- Plans for Thor circa 1870

History

Norway
- Name: Thor
- Namesake: Norse god of thunder Thor
- Builder: Horten Navy Yard
- Laid down: 1 January 1871
- Launched: 1872
- Decommissioned: 1918
- Fate: Wrecked 7 March 1919

General characteristics
- Displacement: 1,975 tons
- Length: 62.33m
- Beam: 14.48m
- Draught: 3.81m
- Propulsion: 600hp reciprocating steam engines
- Speed: 8.0 knop
- Complement: 95
- Armament: 2 x 10.5 inch RML guns

= HNoMS Thor (1872) =

HNoMS Thor was a monitor built for the Royal Norwegian Navy in 1871, named after the Norse god Thor. She was decommissioned in 1918, long after her heavy guns were outdated. She was considered an improvement on the Skorpionen class of monitors, with heavier armour and a wider beam.

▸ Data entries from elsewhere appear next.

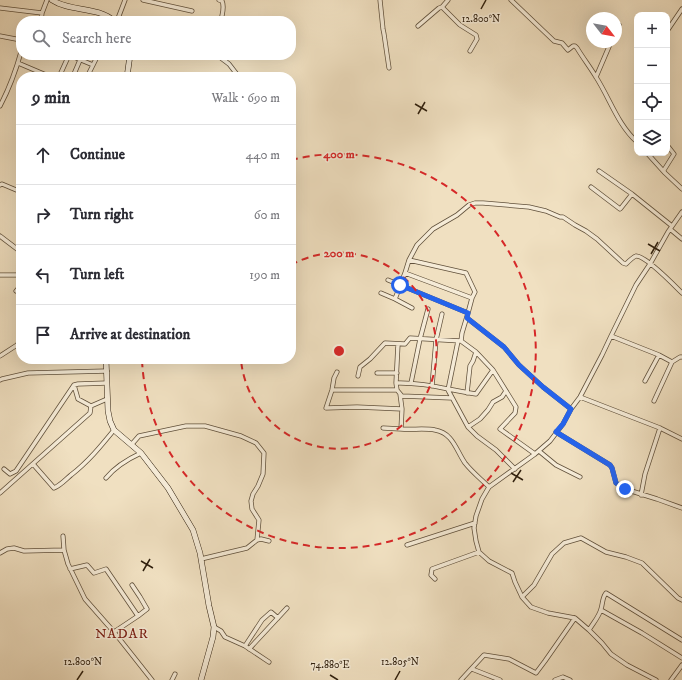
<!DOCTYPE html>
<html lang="en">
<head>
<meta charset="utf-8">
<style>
  body { margin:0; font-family:"IM FELL DW Pica",serif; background:#f7f7f7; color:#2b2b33 }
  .controls { position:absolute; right:12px; top:12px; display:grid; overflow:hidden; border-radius:8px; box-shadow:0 4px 16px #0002 }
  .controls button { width:36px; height:36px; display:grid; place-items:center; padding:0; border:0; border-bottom:1px solid #e1e1e2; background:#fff; color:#2b2b33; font:20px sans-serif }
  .compass { position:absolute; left:586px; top:12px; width:36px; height:36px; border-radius:50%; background:#fff; box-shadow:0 4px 16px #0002; rotate:121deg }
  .stop { position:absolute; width:12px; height:12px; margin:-9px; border:3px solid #2563eb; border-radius:50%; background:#fff }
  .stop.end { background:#2563eb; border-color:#fff; box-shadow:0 1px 4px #0008 }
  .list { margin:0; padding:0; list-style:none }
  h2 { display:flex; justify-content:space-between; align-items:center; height:52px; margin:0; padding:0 16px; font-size:17px }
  h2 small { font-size:13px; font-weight:400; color:#7c7c81 }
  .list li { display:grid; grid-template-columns:26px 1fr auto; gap:12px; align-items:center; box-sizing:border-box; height:60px; padding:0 16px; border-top:1px solid #e1e1e2 }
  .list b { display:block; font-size:15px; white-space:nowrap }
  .list em { font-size:13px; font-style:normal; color:#7c7c81 }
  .icon { flex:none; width:22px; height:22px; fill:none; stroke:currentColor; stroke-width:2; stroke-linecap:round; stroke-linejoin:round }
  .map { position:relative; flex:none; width:682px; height:680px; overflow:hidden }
  .search { position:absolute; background:#fff; box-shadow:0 4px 16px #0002; left:16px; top:16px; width:280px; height:44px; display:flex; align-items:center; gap:10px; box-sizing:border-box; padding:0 14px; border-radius:16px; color:#7c7c81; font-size:15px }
  .panel { position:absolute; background:#fff; box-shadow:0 4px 16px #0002; left:16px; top:72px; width:280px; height:292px; border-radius:16px }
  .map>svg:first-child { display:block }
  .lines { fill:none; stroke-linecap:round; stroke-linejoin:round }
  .minor-casing { stroke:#60503b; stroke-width:5 }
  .secondary-casing { stroke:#30200e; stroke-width:6 }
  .minor { stroke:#f5ebd7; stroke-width:3.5 }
  .secondary { stroke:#f5ebd7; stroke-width:5 }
  .route { stroke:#2563eb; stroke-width:5 }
  .ticks { fill:none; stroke:#30200e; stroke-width:1.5 }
  .ring { fill:none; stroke:#d62828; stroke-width:2; stroke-dasharray:7 5 }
  .labels { text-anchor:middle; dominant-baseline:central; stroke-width:3; stroke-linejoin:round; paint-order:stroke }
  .quarter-label { font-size:14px; letter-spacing:1px; fill:#7a1f14; stroke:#f5ebd7 }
  .ticks-label { font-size:10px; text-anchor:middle; fill:#30200e; stroke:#f5ebd7; stroke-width:3; stroke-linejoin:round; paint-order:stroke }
  .centre { fill:#d62828; stroke:#f5ebd7; stroke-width:2 }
  .ring-label { font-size:12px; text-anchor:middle; font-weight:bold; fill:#d62828; stroke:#f5ebd7; stroke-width:3; stroke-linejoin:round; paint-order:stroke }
</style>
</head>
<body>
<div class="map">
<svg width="682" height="680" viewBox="0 0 682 680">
  <rect width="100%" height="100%" fill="#f0e0c1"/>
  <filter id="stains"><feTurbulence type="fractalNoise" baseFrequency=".005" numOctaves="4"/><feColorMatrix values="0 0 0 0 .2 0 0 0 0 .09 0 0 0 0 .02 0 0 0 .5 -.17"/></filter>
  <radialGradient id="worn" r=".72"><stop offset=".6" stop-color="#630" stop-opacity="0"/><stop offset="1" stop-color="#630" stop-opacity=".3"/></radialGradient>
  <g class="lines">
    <g class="minor-casing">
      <path id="minor" d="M143,0L192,11
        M219,0L222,1C225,7 222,14 221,21
        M380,0L383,29L384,34L389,68
        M511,0L554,41L562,43L568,50L573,46H575L577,48C583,58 590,67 596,77C610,99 618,125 637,142
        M442,7L460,25L476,35L477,39L470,51
        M0,8L42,13
        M41,21L42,13L47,0
        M117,21L125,0
        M418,26L439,8L442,7L448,0
        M616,31L619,25
        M667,31L682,9
        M0,36L21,40
        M69,55L93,65
        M217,55L229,64L239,77
        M18,63L51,77
        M89,73L98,55
        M74,74L80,60
        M59,77L69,55
        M596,77L611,42
        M0,106C9,89 16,70 21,52
        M647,153L665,173L682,189
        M664,170L674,154L667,145
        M599,171L632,194
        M0,185L2,184L21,192
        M591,187L620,209L621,208L632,194L672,226
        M670,229L682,239
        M0,236L21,252
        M409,260L466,273L475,292L472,298
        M405,273L409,260L417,245L433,229L457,215L469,205L475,203H483L529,207L546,211L560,217H563L575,225L586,231L597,239L623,263L626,264C628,262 633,257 636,256C645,255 675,286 682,293
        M0,275H21
        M388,280L468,313L462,333L461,341
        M16,291L21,285
        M381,293L395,299
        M412,308L395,299L405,273L472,298L468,313
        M467,318L504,347L519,365L543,387L571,409
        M611,336L659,355L672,362
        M458,341L448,390L468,427L477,436L496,450L515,469
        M0,356L17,345L21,340
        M337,372L334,378L332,390L326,408L357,407L402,409L401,429C411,430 426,428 435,430C453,433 456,450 465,463C472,472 481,479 489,487
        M377,373H397
        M358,376L360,367L370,359L385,343L405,344L410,338L461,341L476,352L493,370L516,407L515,413L500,429L535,454
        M0,380L2,379L28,373L107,371
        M645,381L659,355
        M396,383L398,344
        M411,383L420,339L428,309
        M74,385L78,399L91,406
        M432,386L436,340L442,314
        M332,390H397L396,383C423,382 449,390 476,394L493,370
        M397,390L402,396L452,398
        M467,393L470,366L473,361L476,352
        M400,394L402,409
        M580,397L660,428L682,439
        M654,401L672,362L680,357H682
        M468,427L480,419L488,410L493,402L502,397L506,391
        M383,428L401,429
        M556,432L610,465L612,468L616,483L625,489L657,499L682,508
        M132,444L139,436L186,426H205L241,436L256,443L264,453L263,474L258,486L253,494L251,501L252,509L259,520L257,540
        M539,451L556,465L580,477
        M33,464L54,488C61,485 65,480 71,475C88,462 101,446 114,430
        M4,469L10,474L16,471L74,385L78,384L107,383
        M106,478C115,467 128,459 141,453
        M0,493L90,413L91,406L107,399
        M641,495L645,474L660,428
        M63,536L64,550L68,564L85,599L114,632L152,680
        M407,545L475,523
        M0,553L7,549L14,548L24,551L64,550
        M201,559L247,548L257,540L261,539L269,541
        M70,569L87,565L94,573L106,569L138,616
        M435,579L431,575L432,569L479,552
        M522,597L534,585L552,554L564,543L581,538L606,552L626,557L642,563L678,598L682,600
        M601,610L642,633L682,658
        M214,627L221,631L225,637L245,646L269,662
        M589,630C593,623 599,617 601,609C603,603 602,598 606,593L682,640
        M114,632L138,616L147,609L140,597L132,585
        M245,646L262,620L271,612L278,618
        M249,649L287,608
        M472,669L500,680
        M172,680L175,674
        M461,680L484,655L509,659L536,673L545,661L575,618
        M555,680L563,677L570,680
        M656,680L627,665L611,654L602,643L589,630L575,618L548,613L531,607L522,597L515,582L512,573L489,561L479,552L476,541L474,528L476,516L482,499L489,487L535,454L550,441L563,424L571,409L580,397L602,355L611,336L636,285L650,264L668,232L682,212
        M671,680L682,665"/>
    </g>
    <g class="secondary-casing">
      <path id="secondary" d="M52,0C70,12 97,6 114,21
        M127,77L130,55
        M106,359L108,411L110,421L114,430L141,453L168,488L193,530L200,553L209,606L214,627L213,637L201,680"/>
    </g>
    <use href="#minor" class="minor"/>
    <use href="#secondary" class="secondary"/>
  </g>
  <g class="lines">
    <path class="route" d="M400,285L468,313L467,318L504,347L519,365L543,387L571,409L563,424L556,432L610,465L612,468L616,483L625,489"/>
  </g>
  <path class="ticks" d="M481,9L486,0M415,104L427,111M418,114L425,102M648,244L660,251M651,254L658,242M511,473L523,480M513,482L521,470M141,561L153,568M143,571L150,559M330,675L338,680M77,680L83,671M395,680L400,671"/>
  <g class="ring">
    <path d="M291 265A98 98 0 1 1 241 360"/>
    <path d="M291 160A197 197 0 1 1 142 360"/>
  </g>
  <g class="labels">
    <g class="quarter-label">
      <text x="122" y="634">NADAR</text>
    </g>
  </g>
  <g class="ticks-label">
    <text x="481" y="22">12.800°N</text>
    <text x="83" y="665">12.800°N</text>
    <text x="400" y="665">12.805°N</text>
    <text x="330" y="668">74.880°E</text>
  </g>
  <circle cx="339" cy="351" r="6" class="centre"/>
  <g class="ring-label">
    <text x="339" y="158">400 m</text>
    <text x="339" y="257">200 m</text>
  </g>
  <rect width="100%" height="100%" filter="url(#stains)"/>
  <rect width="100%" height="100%" fill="url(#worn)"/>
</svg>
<div class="controls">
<button>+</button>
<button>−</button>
<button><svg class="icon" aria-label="locate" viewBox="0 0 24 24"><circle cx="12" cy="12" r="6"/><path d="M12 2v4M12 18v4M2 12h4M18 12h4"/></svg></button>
<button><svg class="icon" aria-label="layers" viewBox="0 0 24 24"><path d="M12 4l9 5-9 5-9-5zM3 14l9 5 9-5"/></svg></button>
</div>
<svg class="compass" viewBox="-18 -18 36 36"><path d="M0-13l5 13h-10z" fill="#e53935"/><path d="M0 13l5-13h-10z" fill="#7c7c81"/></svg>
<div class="stop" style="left:400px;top:285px"></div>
<div class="stop end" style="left:625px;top:489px"></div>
<div class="search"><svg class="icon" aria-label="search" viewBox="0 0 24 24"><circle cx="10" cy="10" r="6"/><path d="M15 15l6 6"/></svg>Search here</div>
<section class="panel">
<h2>9 min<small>Walk · 690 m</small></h2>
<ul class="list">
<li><svg class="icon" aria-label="ahead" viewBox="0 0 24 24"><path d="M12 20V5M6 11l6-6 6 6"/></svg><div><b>Continue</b></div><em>440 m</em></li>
<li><svg class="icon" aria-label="right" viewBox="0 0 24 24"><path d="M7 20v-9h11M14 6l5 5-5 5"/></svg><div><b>Turn right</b></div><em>60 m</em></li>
<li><svg class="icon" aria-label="left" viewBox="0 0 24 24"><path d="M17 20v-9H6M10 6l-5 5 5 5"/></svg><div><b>Turn left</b></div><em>190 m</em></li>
<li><svg class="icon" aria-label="arrive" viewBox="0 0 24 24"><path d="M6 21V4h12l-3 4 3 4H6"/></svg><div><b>Arrive at destination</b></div></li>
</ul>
</section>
</div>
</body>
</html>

The earlier monitor Mjølner was named after Thor's hammer.

==Details==
Thor was armed with two 10.5 inch rifled muzzle-loading guns in a revolving turret. She had 7 inches of iron armour on her sides, and her turret was protected by 14 inches of iron armour.

==Wreck==
After decommissioning, Thor was to be scrapped. On 7 March 1919, while being towed to the scrapyard, the ship was caught in a storm that broke the towing cable, stranding Thor on an island outside Verdens Ende in Vestfold, and killing two crew members. Thor later sank in shallow water. A salvage operation removed parts of the ship, but the wreck remains largely intact and now lies at a depth of 8 to 14 meters southwest of Verdens Ende.

Thor is one of only three accessible monitor vessels in the world, the others being USS Monitor, which lies at about 60 meters some 42 kilometers southeast of Cape Hatteras, North Carolina and HMVS Cerberus, in 5 metres of water in Victoria, Australia.

==Notable crew==
- Johan Oscar Smith, founder of Brunstad Christian Church served as a gunnery officer on Thor in 1898.